Friday, Jul. 27, 2007
St. Christopher Church, Kanab, marks 50 years Photo 1 of 3
Parishioners gather for the Mass commemorating the 50th anniversary of the dedication of St. Christopher Catholic Church in Kanab July 14. Before Mass began, parishioners shared memories of the many pastors who have served in the area, including the legendary Dominican Father Joseph Valine, who built mission churches wherever he went and supported the Catholic communities by making and selling doughnuts.

KANAB — The Catholics who call St. Christopher Church in Kanab are hearty and faithful. They came in families of two, three, and four generations to celebrate the 50th anniversary of the dedication of their church.

Diocesan Archivist Gary Topping provided a tribute for the occasion recalling the hard work and devotion of the later Dominican Father Joseph Valine, the founding pastor, who supported the building of mission churches in Utah by making and selling donuts.

In his homily Bishop Wester shared the July 7, 1957, entry from the diary of Bishop Duane G. Hunt, who dedicated the church.

"This appointment was nestled in the midst of great activity," Bishop Wester said, noting that Bishop Hunt had traveled to California and back, to visit the parishes of St. Bridget in Milford before the dedication, then to the Grand Canyon, Richfield, Salt Lake City, St. Pius X Parish in Moab, St. Joseph’s in Monticello, to La Sal, back to Moab, to Notre Dame de Lourdes Parish, Price, then back to Salt Lake City.

Noting the presence of two Church of Jesus Christ of Latter-day Saints stake presidents and a United Church of Christ minister at the Mass, Bishop Wester said they "touch our hearts as God has touched so many hearts in this church these past 50 years..."

Bishop Wester encouraged the parishioners of St.

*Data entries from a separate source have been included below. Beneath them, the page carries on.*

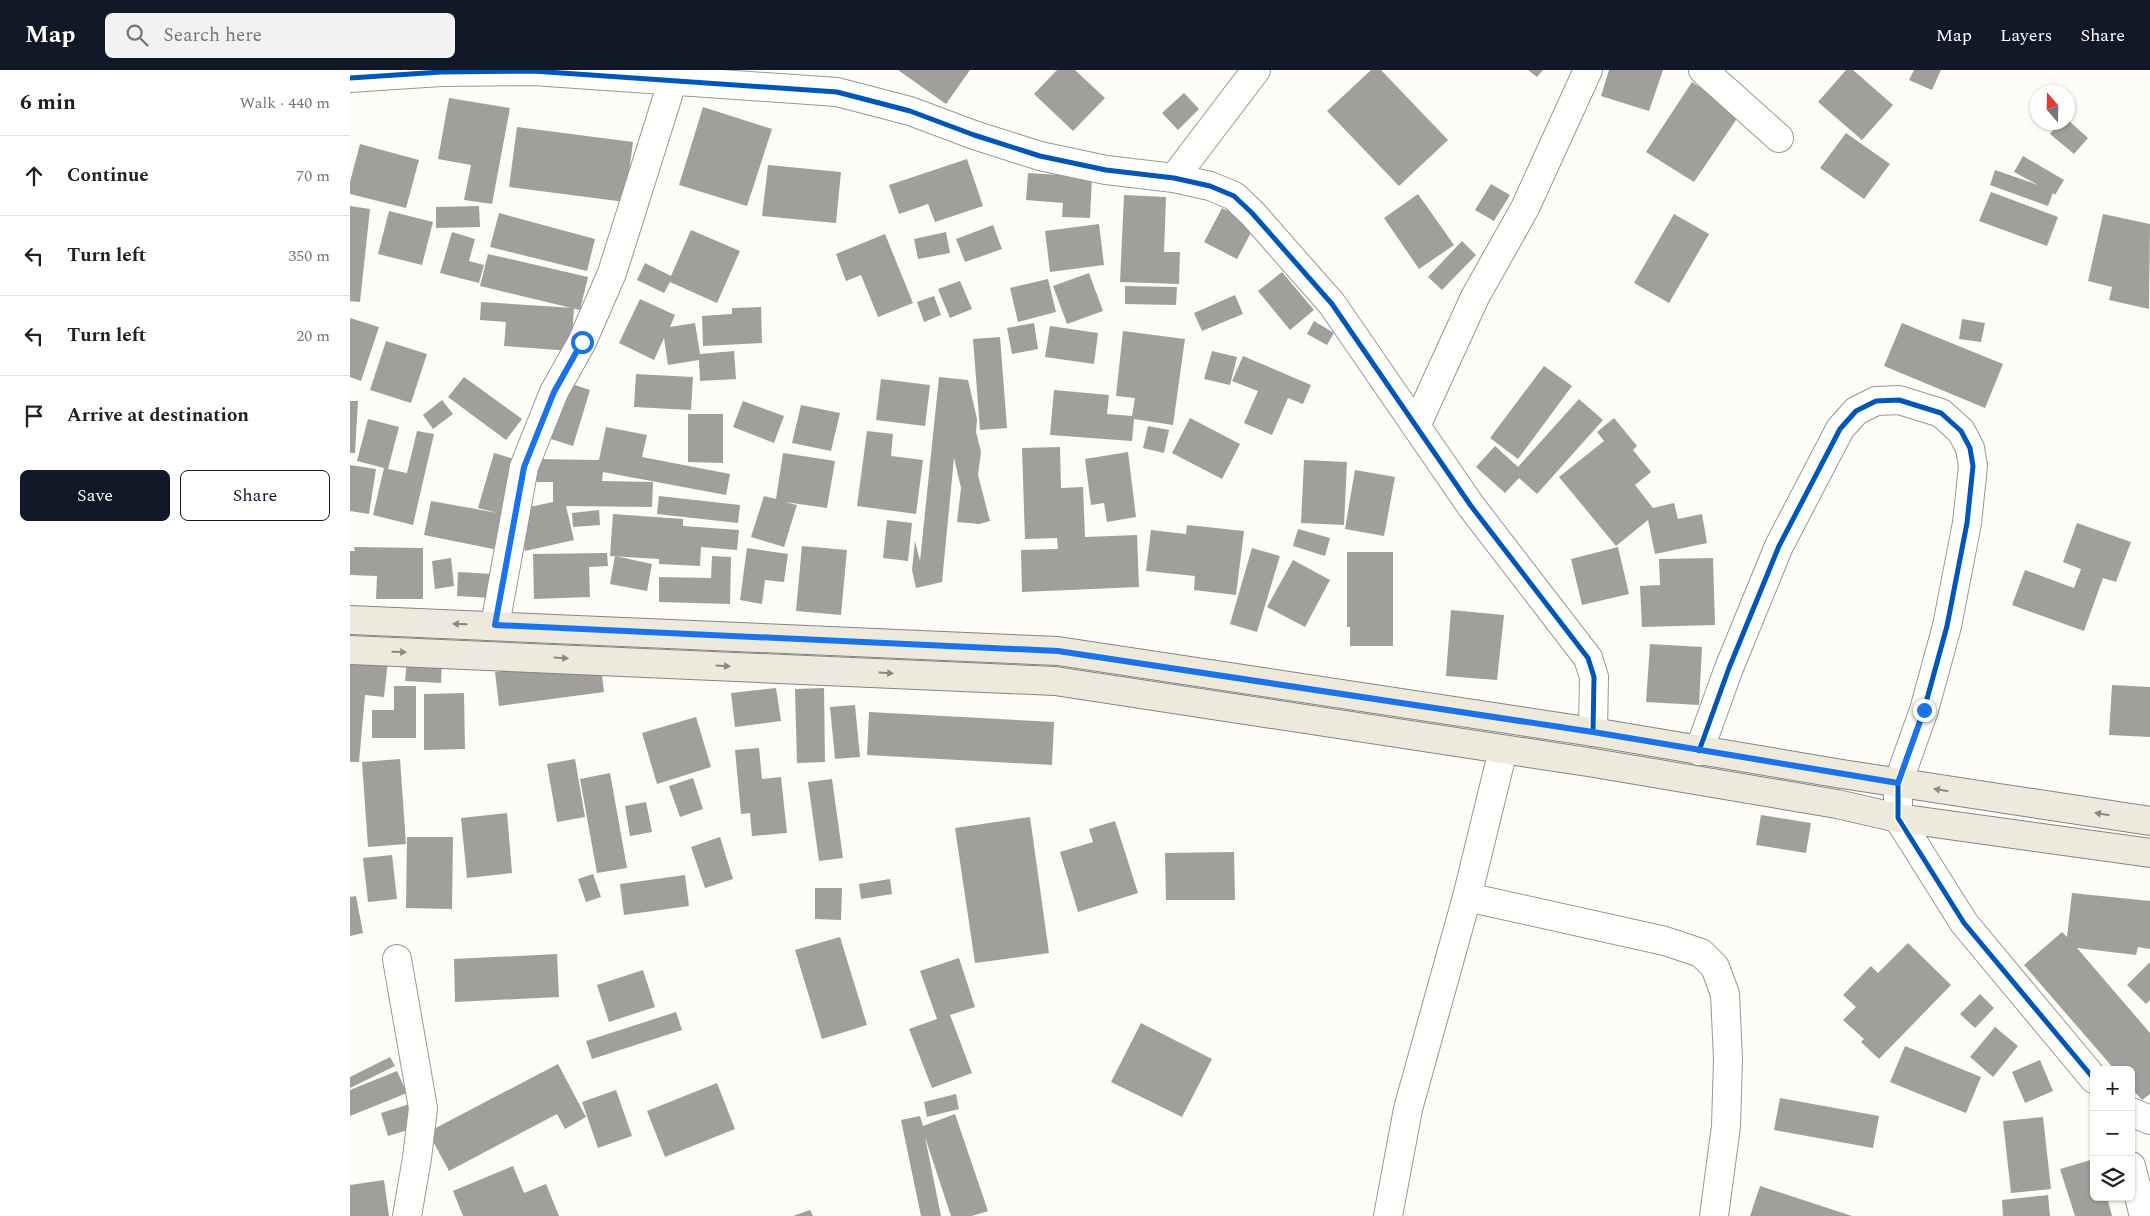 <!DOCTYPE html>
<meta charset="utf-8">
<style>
body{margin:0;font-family:Spectral,serif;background:#f2f2f2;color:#222}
.controls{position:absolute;right:15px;bottom:15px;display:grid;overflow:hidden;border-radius:8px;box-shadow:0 1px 4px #0004}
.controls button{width:45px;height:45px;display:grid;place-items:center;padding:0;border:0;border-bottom:1px solid #e0e0e0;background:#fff;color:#222;font:25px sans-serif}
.compass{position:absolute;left:1680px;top:15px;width:45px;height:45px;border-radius:50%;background:#fff;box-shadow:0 1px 4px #0004;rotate:340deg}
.stop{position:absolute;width:15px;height:15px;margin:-11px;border:4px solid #1a73e8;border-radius:50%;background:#fff}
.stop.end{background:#1a73e8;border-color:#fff;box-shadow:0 1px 5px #0008}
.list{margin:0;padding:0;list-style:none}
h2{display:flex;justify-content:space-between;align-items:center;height:65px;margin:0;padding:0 20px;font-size:21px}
h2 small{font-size:16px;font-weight:400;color:#767676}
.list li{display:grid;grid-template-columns:32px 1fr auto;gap:15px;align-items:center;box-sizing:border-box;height:80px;padding:0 20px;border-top:1px solid #e0e0e0}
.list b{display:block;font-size:19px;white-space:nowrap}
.list em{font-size:16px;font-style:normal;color:#767676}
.actions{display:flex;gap:10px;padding:15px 20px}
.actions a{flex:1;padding:11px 0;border:1px solid #111827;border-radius:8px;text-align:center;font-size:18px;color:#111827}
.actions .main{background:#111827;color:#fff}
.icon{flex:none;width:28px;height:28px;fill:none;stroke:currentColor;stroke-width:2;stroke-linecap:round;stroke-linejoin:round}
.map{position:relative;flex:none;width:1800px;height:1146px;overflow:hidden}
header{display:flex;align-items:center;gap:30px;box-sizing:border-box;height:70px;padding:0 25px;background:#111827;color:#fff}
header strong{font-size:24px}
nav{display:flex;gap:28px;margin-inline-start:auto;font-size:18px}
.search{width:350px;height:45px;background:#f2f2f2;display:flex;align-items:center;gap:12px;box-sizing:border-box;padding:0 18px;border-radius:8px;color:#767676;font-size:19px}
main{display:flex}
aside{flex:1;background:#fff}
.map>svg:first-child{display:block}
.building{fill:#a19f9c}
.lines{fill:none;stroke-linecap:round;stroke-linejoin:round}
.minor-casing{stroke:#979795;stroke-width:30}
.major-casing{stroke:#858482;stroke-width:30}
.minor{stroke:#fffffe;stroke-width:28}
.major{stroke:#ede9dc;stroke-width:28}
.cycleway-casing{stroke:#fff;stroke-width:8}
.cycleway{stroke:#0057b8;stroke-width:5}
.oneway{fill:#8a8881}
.route{stroke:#1a73e8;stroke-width:6}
</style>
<header>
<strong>Map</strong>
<div class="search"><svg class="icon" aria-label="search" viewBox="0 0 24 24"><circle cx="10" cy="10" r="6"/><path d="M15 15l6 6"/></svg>Search here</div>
<nav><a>Map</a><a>Layers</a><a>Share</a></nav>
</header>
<main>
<aside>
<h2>6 min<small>Walk · 440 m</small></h2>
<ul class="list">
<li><svg class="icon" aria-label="ahead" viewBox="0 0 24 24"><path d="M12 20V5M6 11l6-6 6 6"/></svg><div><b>Continue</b></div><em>70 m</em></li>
<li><svg class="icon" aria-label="left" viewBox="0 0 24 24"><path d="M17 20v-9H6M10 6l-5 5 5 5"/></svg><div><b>Turn left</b></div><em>350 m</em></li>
<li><svg class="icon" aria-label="left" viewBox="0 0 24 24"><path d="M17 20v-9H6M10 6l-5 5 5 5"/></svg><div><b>Turn left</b></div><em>20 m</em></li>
<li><svg class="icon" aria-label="arrive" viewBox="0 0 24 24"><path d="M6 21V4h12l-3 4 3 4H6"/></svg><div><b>Arrive at destination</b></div></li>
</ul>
<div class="actions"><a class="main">Save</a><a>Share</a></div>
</aside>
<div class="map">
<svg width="1800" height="1146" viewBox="0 0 1800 1146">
<rect width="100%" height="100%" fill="#fdfcf7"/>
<g class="building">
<path d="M548,0h72l-24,34z"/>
<path d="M707,0h18l30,28 -32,33 -39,-37z"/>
<path d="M1021,0h10l67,70 -49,46 -72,-75z"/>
<path d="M1178,0h15l-6,7z"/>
<path d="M1259,0h54l-14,41 -48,-15z"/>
<path d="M1496,0h7l40,35 -31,35 -44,-38z"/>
<path d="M1564,0h27l-9,20 -23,-10z"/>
<path d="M1342,12l48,32 -46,68 -48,-30z"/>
<path d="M834,23l15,16 -21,21 -16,-17z"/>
<path d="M99,28l61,10 -18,96 -28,-4 7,-35 -33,-6z"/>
<path d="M353,37l69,22 -25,77 -68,-21z"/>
<path d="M1718,50l20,18 -14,16 -24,-20 10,-12h8z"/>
<path d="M167,57l116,15 -8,60 -116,-15z"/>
<path d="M1496,63l44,31 -26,35 -44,-31z"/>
<path d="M10,74l59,16 -13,48 -56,-14v-12z"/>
<path d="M1673,86l41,24 -9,15 -2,-2 -5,13 -58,-21 5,-15 43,15 -24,-13z"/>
<path d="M617,89l16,47 -48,16 -7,-18 -29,10 -10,-29z"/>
<path d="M418,95l73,7 -5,51 -74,-7z"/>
<path d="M678,103l64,4 -2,41 -28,-1 1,-14 -37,-3z"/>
<path d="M1141,114l19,11 -16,26 -19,-11z"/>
<path d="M1641,122l67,25 -11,29 -68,-25z"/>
<path d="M1068,124l36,51 -35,24 -35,-51z"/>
<path d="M774,125l42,2 -2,55h16l-1,32 -59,-2z"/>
<path d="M0,136l20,3 -10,93 -10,-1z"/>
<path d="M129,136l1,21 -44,1v-21z"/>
<path d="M872,138l33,17 -18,34 -33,-17z"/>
<path d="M39,141l44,11 -11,43 -44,-11z"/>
<path d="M149,143l96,26 -8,32 -97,-24z"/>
<path d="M1324,144l35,20 -40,69 -35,-20z"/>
<path d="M1753,144l47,10 -1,85 -40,-9 3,-13 -24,-6z"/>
<path d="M749,154l5,41 -54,7 -5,-41z"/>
<path d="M643,155l9,24 -37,13 -9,-23z"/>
<path d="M341,160l49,21 -23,52 -47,-21 -6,11 -27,-13 8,-17 26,13z"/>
<path d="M102,162l23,7 -6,22 15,4 -5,18 -39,-10z"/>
<path d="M596,162l4,21 -32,6 -4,-20z"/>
<path d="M535,164l28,69 -35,14 -17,-42 -15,6 -10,-27z"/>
<path d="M1112,171l14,14 -34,35 -14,-13z"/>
<path d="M138,184l100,23 -8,33 -100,-24z"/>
<path d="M932,202l32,38 -24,20 -32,-39z"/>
<path d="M739,203l14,38 -36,13 -14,-38z"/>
<path d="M698,209l8,33 -38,10 -8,-34z"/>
<path d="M610,211l12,28 -22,9 -12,-29z"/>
<path d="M775,216l52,1 -1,18 -51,-1z"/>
<path d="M885,225l8,19 -41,17 -8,-18z"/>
<path d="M584,226l7,19 -17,7 -7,-20z"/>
<path d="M290,229l35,16 -5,12 25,-4 5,31 34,-3 2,28 -36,2 -1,-21 -31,5 -4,-27 -10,22 -35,-17z"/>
<path d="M131,232l93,6 -3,43 -67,-5 2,-24 -26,-2z"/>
<path d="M411,237l1,36 -59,3 -1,-30 30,-2v-6z"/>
<path d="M0,248l29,9 -18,54 -11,-4z"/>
<path d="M1612,249l23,4 -4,19 -22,-3z"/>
<path d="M964,251l20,12 -7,12 -20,-11z"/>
<path d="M684,253l4,26 -26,5 -5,-26z"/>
<path d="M1552,253l101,41 -18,44 -101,-42z"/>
<path d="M700,256l48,7 -4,31 -49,-7z"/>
<path d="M773,261l62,8 -12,86 -39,-6 -2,22 -82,-6 4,-45 55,5 -2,19 25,2 3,-18 -19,-2z"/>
<path d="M650,267l7,91 -27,2 -7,-91z"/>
<path d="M36,271l41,13 -16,49 -41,-13z"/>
<path d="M862,281l25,6 -7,28 -26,-6z"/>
<path d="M893,286l68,29 -8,19 -15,-6 -16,37 -28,-12 14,-32 -26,-10z"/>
<path d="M1194,296l28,20 -54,73 -28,-21z"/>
<path d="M286,304l57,3 -2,33 -57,-3z"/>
<path d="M114,307l58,42 -16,21 -58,-43z"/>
<path d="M589,307l29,3 9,39 -1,13 5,20 -3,23 12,46 -11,3 -22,-2 4,-34 -7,-30 -12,124 -26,6 -4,-18 3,-29 5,20z"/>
<path d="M531,309l49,6 -5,41 -49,-6z"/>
<path d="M219,313l21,7 -17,56 -22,-7z"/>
<path d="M1229,329l24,21 -66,74 -18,-16 -14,15 -29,-26 19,-21 23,21z"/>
<path d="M92,330l11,14 -20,15 -10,-14z"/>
<path d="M0,331h8l-3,52h-5z"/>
<path d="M393,331l41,15 -10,27 -41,-16z"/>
<path d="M451,335l39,8 -9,38 -39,-8z"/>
<path d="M338,344h35v49l-35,-1z"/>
<path d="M840,348l50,26 -18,35 -50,-26z"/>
<path d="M1264,348l23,28 -4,4 18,22 -16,13 18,23 21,-5 4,16 24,-5 5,29 -52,11 -7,-34 -32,26 -57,-69 45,-36 -7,-9z"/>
<path d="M18,349l31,8 -11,42 19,4 10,-42 17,3 -21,91 -40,-10 11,-47 -27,-7z"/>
<path d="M798,356l21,4 -5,23 -21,-5z"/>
<path d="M256,357l41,8 -5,22 88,17 -4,21 -123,-23 -1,9 51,1 -1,25 -86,-1 8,34 -49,11 -9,-41 37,-8v-20h-16v-23l62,1z"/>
<path d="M517,361l26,3 -2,22 32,4 -7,54 -59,-8z"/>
<path d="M710,377l1,41 22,-1 2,50 52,-2 2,52 -117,5 -1,-42 37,-1 -1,-11 -32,1 -3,-91z"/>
<path d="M778,382l8,65 -29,5 -3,-19 -13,2 -6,-46z"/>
<path d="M144,383l23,7 -14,91 -79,-16 7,-34 67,12 -20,-5z"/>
<path d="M433,383l52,8 -8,47 -42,-6 12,3 -13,42 -33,-10 13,-41 12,3z"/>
<path d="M954,390l43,2 -3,63 -43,-2z"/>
<path d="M0,395l26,4 -7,45 -19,-3z"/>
<path d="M1005,400l40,7 -11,59 -39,-7z"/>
<path d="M309,426l81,9 -2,18 -81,-9z"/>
<path d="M249,440l1,15 -27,2 -1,-14z"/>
<path d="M263,444l70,5v7l56,4 -2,20 -36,-3 -1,19 -41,-2v-5l-49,-3z"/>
<path d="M537,450l25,3 -4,38 -25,-3z"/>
<path d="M1727,453l54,19 -15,40 -13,-4 -19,53 -72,-26 13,-35 49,18 7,-19 -18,-7z"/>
<path d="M837,455l57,6 -8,64 -42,-5 1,-14 -49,-5 5,-41 35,4z"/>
<path d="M948,459l32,9 -5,18 -32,-10z"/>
<path d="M452,476l45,4 -6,65 -45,-4z"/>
<path d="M4,477l69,1v51h-47l1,-23 -27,-1v-24h5z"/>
<path d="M1268,477l11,47 -47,11 -11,-46z"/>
<path d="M397,478l41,6 -4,28 -19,-2 -3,24 -22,-4z"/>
<path d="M902,478l28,8 -23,76 -27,-8z"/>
<path d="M997,482h46v94h-43v-19h-3z"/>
<path d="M257,483l1,13 -19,1 1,30 -56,2 -1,-45z"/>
<path d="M265,486l37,8 -5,27 -37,-7z"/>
<path d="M362,486l19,1 -1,47 -71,-2v-25l52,1z"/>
<path d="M101,488l3,28 -19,3 -3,-28z"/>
<path d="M1363,488l2,67 -73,2 -2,-41 20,-1 -1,-26z"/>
<path d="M943,490l37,20 -25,47 -38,-20z"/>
<path d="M108,502l35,2 -2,24 -34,-2z"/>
<path d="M1101,540l53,5 -7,65 -51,-4z"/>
<path d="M1300,574l52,3 -3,58 -53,-3z"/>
<path d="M0,588l38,2 -4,37 -19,-2 -6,67h-9z"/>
<path d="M57,589l35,2 -1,22 -36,-2z"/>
<path d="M250,589l4,33 -105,14 -4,-34z"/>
<path d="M1762,615l38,2v50l-41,-2z"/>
<path d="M44,616h22v52h-44v-28h22z"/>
<path d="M426,618l5,33 -46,6 -4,-34z"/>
<path d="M474,618l1,74 -28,1 -2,-74z"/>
<path d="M114,623l1,56 -41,1v-56z"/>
<path d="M505,635l5,52 -25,2 -5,-52z"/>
<path d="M519,642l185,10 -2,43 -185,-10z"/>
<path d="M346,647l15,50 -54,17 -15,-51z"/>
<path d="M409,678l3,31 19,-2 6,56 -35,3 -2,-23 -9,1 -6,-64z"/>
<path d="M50,689l6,85 -38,3 -6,-85z"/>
<path d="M225,689l10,58 -28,5 -10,-58z"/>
<path d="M260,703l17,95 -30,5 -17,-94z"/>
<path d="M343,708l10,31 -23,8 -11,-31z"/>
<path d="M482,709l11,79 -24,3 -11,-79z"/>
<path d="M296,732l6,30 -22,4 -5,-30z"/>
<path d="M157,743l5,60 -45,5 -6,-60z"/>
<path d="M1411,745l50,8 -5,30 -50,-8z"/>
<path d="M680,747l19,136 -74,10 -20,-135z"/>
<path d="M765,751l23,72 -60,19 -18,-60 33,-10 -4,-13z"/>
<path d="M57,767h46l-1,72 -46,-1z"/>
<path d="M370,767l13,42 -28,9 -14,-41z"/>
<path d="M884,782l1,48h-69l-1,-47z"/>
<path d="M42,785l5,44 -29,3 -5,-44z"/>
<path d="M243,804l8,23 -15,5 -8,-23z"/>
<path d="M335,805l4,31 -65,9 -4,-31z"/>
<path d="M540,809l2,15 -31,5 -2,-15z"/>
<path d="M465,818h27l-1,32 -26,-1z"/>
<path d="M1722,823l78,8v48l-12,-2 -2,8 -59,-7 73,85v61l-8,6 -11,-12v-18h-16l-91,-105 38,-33 5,5z"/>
<path d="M6,826l7,37 -13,3v-39z"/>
<path d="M490,867l27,88 -45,14 -27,-89z"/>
<path d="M1558,873l43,42 -72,74 -18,-17 3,-3 -21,-19 13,-13 -13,-12 28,-29 7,7z"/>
<path d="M207,884l2,43 -104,5 -1,-43z"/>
<path d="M609,888l16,49 -25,8 22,58 -40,15 -23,-59 28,-10 -17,-48z"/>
<path d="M1800,892v38l-4,4 -19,-19z"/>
<path d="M293,900l12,37 -46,15 -12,-37z"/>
<path d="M1630,924l14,14 -19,20 -15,-14z"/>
<path d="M326,942l6,18 -90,29 -6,-18z"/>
<path d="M791,953l71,36 -30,58 -71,-35z"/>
<path d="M1645,957l23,19 -25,31 -23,-20z"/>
<path d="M1555,976l76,31 -15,36 -76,-31z"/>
<path d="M40,987l5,9 -45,22v-11z"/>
<path d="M1690,990l13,31 -28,12 -13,-31z"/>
<path d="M208,994l28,53 -21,12 -8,-15 -108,57 -21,-39z"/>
<path d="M47,1001l10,22 -57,23v-26z"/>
<path d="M367,1013l18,46 -70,28 -18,-46z"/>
<path d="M266,1020l16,46 -34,12 -16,-46z"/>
<path d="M606,1024l3,15 -32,8 -3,-15z"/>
<path d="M1430,1028l99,18 -6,32 -99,-18z"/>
<path d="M63,1033l8,23 -33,10 -7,-23z"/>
<path d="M605,1044l33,97 -16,5h-21l-26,-79 16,79h-20l-20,-96 19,-4 3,10z"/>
<path d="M1693,1047l8,72 -40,4 -8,-72z"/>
<path d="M1744,1089v38h13l5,19h-37l-15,-47z"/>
<path d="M163,1096l11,27 22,-9 13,32h-96l-10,-25z"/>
<path d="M34,1110l5,36h-39v-31z"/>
<path d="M1410,1116l92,30h-102z"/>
<path d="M1698,1125l2,21h-47l-1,-16z"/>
<path d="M460,1140l3,6h-20z"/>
</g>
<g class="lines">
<g class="minor-casing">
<g id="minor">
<path d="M1353,0l76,68"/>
<path d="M0,8l91,-6 92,-1 304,21 73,19 64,24 66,21 66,14 68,8 36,8 24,10 18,17 80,91 139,202 117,152 6,19 -1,55"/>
<path d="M824,108l82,-108"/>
<path d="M1066,356l59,-129 50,-89 63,-138"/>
<path d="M145,555l29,-158 30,-75 28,-50 30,-69 64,-203"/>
<path d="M1349,681l30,-83 50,-122 61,-117 16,-18 20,-10 23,-1 42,13 20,18 9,17 3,18 -6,57 -20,103 -23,84 -26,73v35l66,105 130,156"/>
<path d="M1117,827l198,44 36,12 14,14 10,27 3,65 -2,67 -12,90"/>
<path d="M47,889l26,149 -6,50 -10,58"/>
<path d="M1781,1042l19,8"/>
<path d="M1781,1096l13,50"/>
<path d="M1038,1146l20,-107 59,-212 36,-147"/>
</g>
</g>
<g class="major-casing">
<g id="major">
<path d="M0,550l708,31 535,81 249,42 308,47"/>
<path d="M0,580l705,31 533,81 249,42 61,14 252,35"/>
</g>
</g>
<use href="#minor" class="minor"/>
<use href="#major" class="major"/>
<g class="cycleway-casing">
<g id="cycleway">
<path d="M0,8l91,-6 92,-1 304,21 73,19 64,24 66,21 66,14 68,8 36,8 24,10 18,17 80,91 139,202 117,152 6,19 -1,55"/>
<path d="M1349,681l30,-83 50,-122 61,-117 16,-18 20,-10 23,-1 42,13 20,18 9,17 3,18 -6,57 -20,103 -23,84 -26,73v35l66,105 130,156"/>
</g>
</g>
<use href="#cycleway" class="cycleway"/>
</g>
<defs><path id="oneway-solid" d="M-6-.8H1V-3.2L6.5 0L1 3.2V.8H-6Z" transform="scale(1.25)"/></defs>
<g class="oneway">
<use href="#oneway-solid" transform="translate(110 554) rotate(-178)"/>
<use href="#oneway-solid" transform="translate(49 582) rotate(2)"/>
<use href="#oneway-solid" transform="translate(211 588) rotate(3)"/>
<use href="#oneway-solid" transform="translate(373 596) rotate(3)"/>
<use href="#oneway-solid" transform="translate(536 603) rotate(3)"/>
<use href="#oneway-solid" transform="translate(1591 720) rotate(-171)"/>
<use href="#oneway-solid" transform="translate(1752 744) rotate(-171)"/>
</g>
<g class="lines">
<path class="route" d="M232,272l-28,50 -30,75 -29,158 563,26 535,81 305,51 26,-73"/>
</g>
</svg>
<div class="controls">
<button>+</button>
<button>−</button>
<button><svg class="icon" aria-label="layers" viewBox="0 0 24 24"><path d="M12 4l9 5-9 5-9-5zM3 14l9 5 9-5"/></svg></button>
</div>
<svg class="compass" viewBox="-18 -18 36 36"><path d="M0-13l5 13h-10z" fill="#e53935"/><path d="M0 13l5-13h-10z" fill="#767676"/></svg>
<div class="stop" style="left:232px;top:272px"></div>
<div class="stop end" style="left:1574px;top:640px"></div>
</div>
</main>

Christopher to, "Love the Lord your God and your neighbor in the same way the Good Samaritan of the Gospel loved."

Speaking of the distinctive and unique "look" of every Catholic parish, Bishop Wester said there are many ways of looking at St. Christophers – the land and the buildings, the history and the dates, the church’s place in the larger diocese, by its list of pastors and administrators, etc, "but the real definition is the Body of Christ," he said.

Reflecting on the Mass readings, Bishop Wester spoke of the church as, "the image of Christ Jesus, who is the church’s head... This celebration is a recognition of Christ’s presence here specifically through this parish church. It is not through brick and mortar, but through the people, the living stones of the church...

"The church, then, is Christ present in us, the living members."

Bishop Wester spoke of the congregation’s dual responsibility to love God and neighbor, and to combine the two loves and make them dependent on each other.

"We are called to worship the loving God," he said. "God is great, and no church can contain him, nor can we."

The bishop said those who complain that they get nothing out of going to church are approaching it the wrong way. "We are called to give praise to God, to love God. Without this love of God, our love of neighbor is a subtle form of self love."

Without our love of neighbor, he said, "our love of God is not grounded, not real. We must see Christ in each other."

After the Mass, at a parish dinner, Bishop Wester blessed a painting of Mother Teresa, a gift to the parish from Omer Mullen and his late wife.